> **What is required**
Copy out each line below containing "Keep".

> **Data supplied**
----
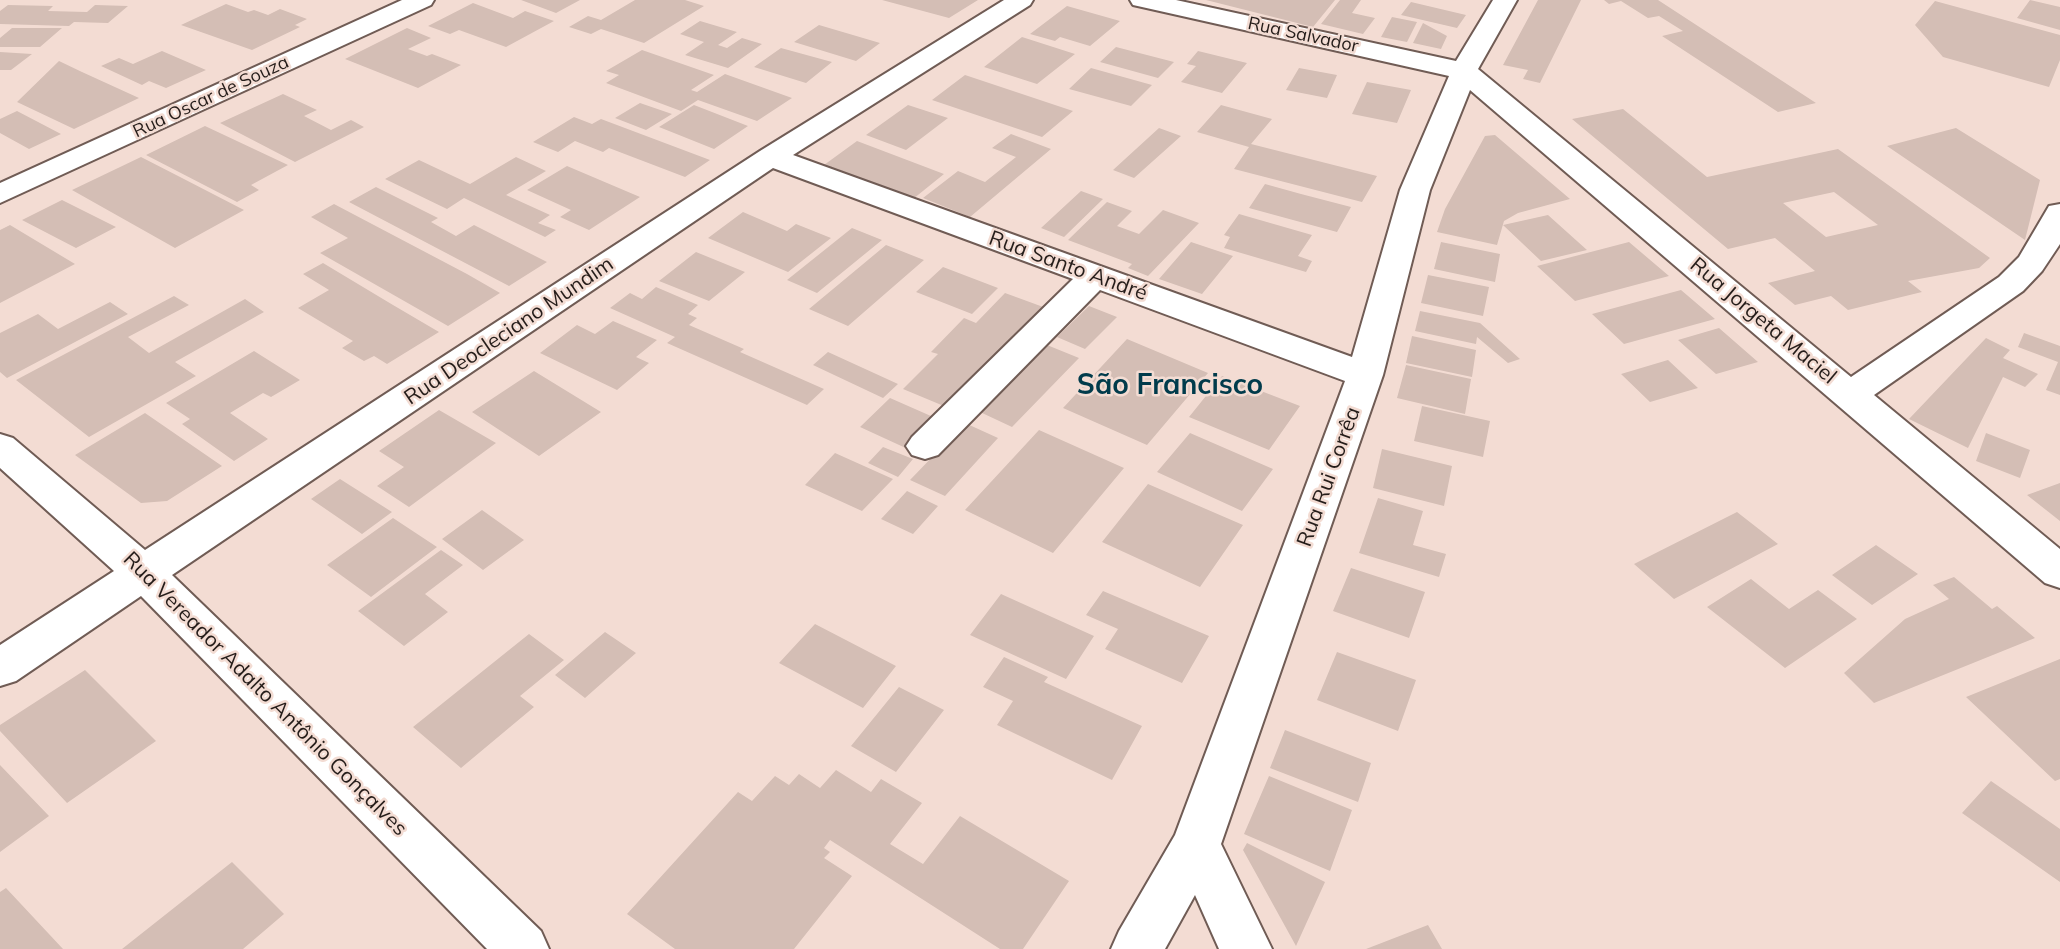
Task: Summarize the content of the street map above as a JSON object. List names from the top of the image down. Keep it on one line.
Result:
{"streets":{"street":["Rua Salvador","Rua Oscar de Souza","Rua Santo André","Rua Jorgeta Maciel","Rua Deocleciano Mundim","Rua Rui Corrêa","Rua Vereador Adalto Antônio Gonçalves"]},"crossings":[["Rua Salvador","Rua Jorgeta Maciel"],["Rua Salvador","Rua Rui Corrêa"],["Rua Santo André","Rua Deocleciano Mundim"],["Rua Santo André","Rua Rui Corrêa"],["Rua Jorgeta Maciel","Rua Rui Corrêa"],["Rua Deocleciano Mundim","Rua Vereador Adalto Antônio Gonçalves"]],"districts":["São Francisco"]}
----
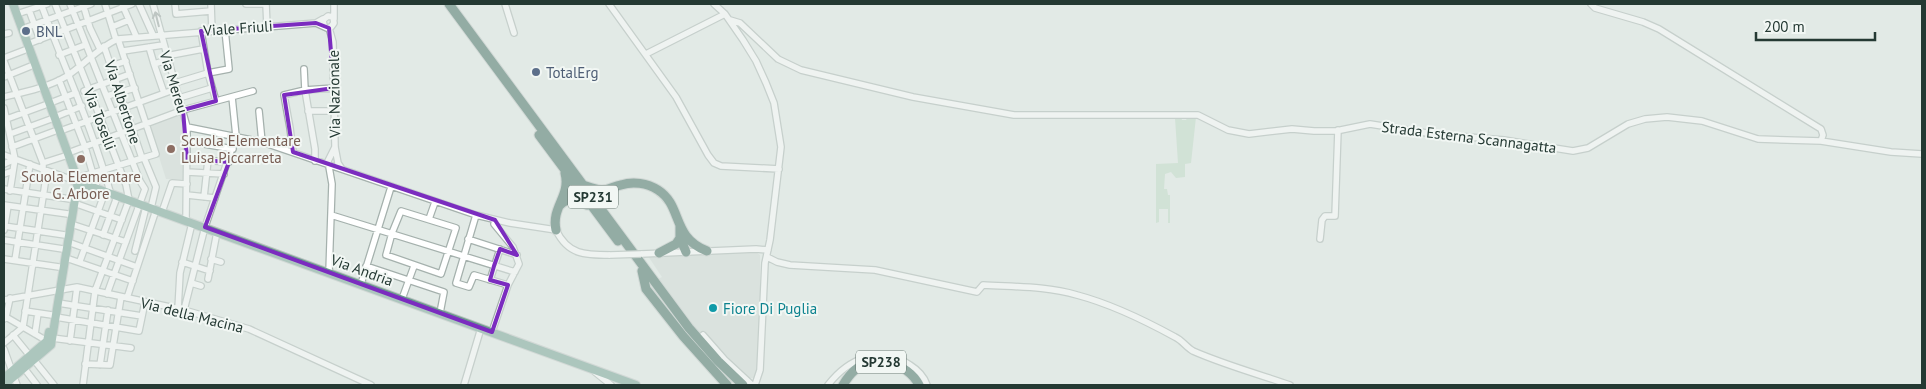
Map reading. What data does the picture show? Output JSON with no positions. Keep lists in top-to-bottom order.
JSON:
----
> **Your response**
Task: Summarize the content of the street map above as a JSON object. List names from the top of the image down. Keep it on one line.
Map reading. What data does the picture show? Output JSON with no positions. Keep lists in top-to-bottom order.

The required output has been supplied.